*Work to be completed:*
The lines below that include "JSON" are to be found and copied.

*Source material:*
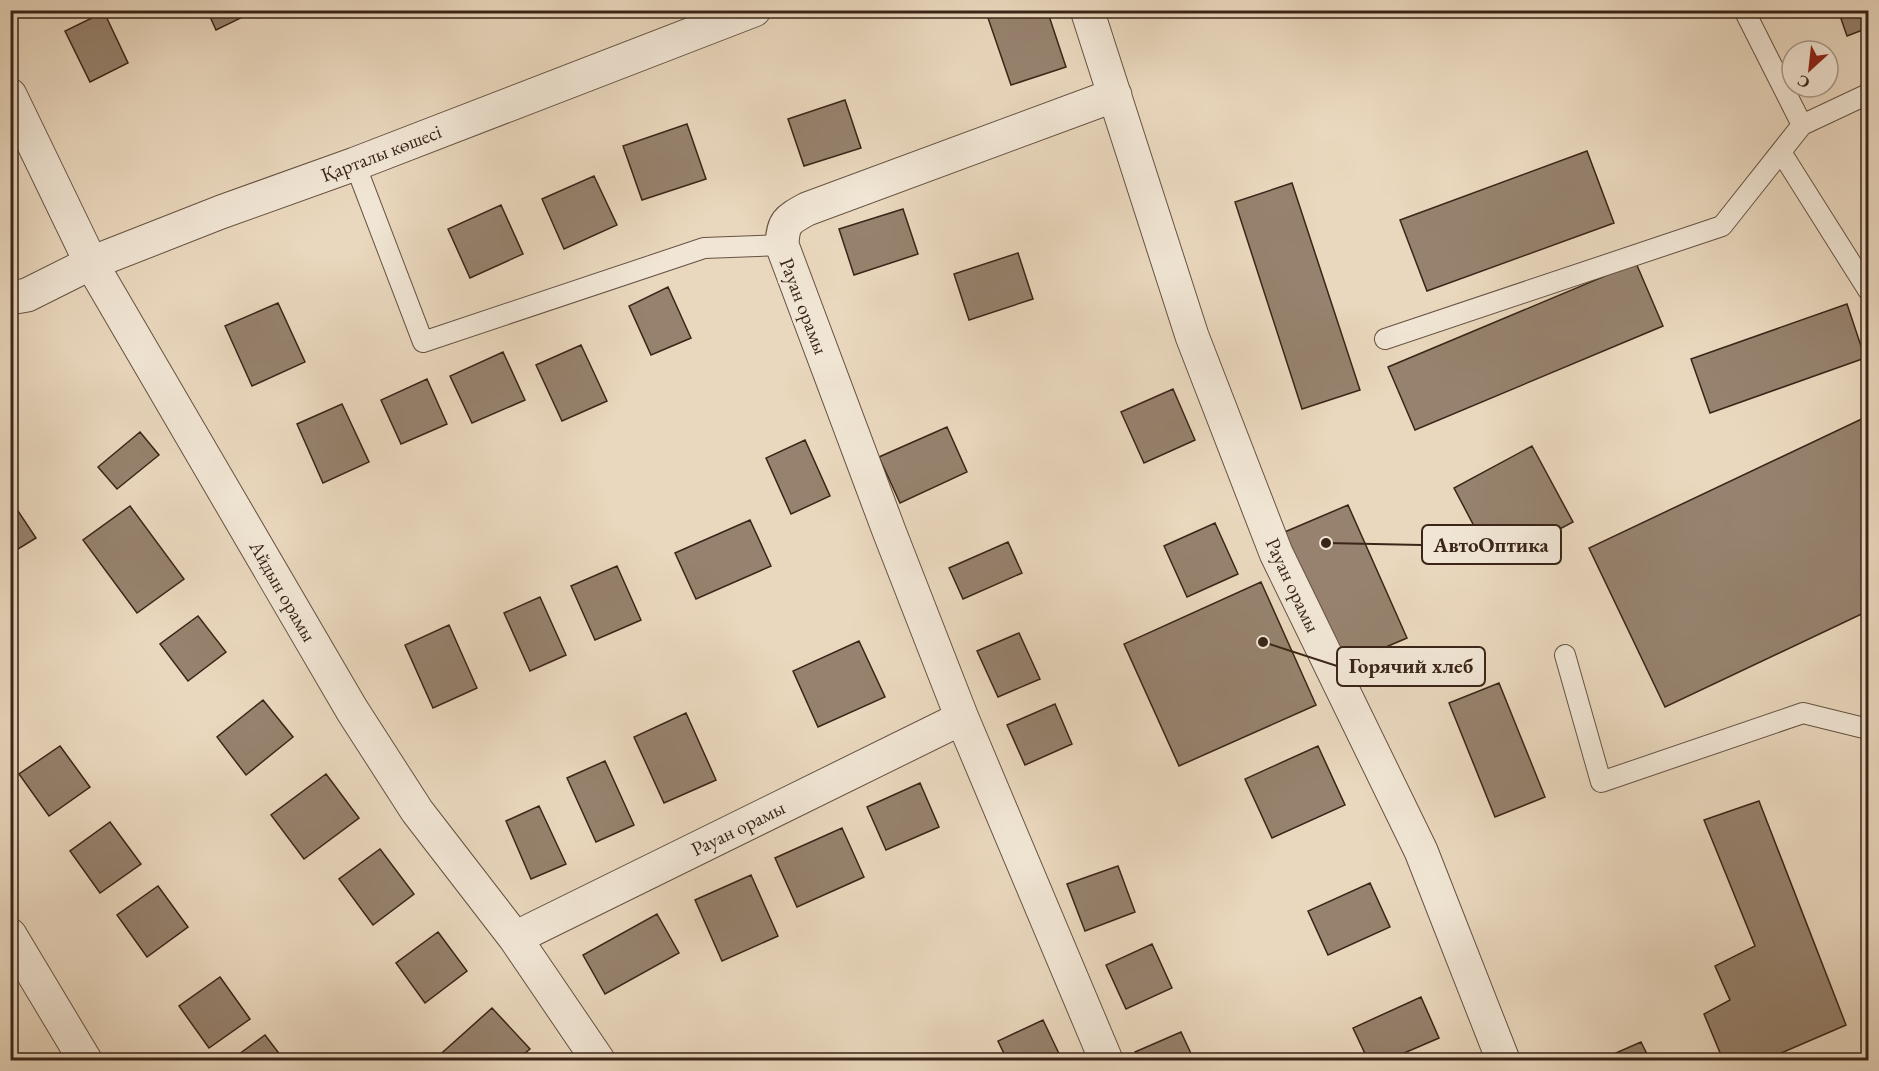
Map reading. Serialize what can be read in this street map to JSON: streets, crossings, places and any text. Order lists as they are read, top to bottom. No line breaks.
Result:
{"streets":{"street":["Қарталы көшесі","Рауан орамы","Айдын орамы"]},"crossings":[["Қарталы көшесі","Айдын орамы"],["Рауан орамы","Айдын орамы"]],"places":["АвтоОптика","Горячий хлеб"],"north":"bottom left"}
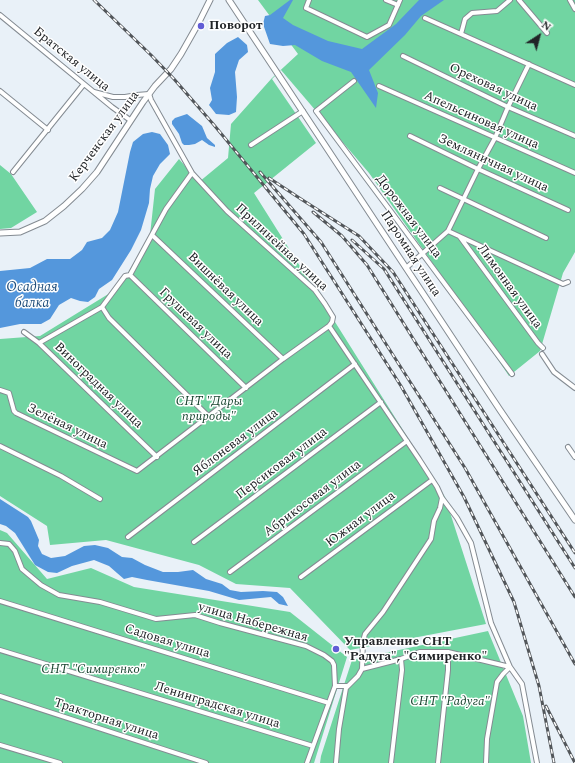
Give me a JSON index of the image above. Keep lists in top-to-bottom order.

*Answer below:*
Map reading. Serialize what can be read in this street map to JSON: streets, crossings, places and any text. Order lists as they are read, top to bottom. No line breaks.
Give me a JSON index of the image above. Keep lists in top-to-bottom order.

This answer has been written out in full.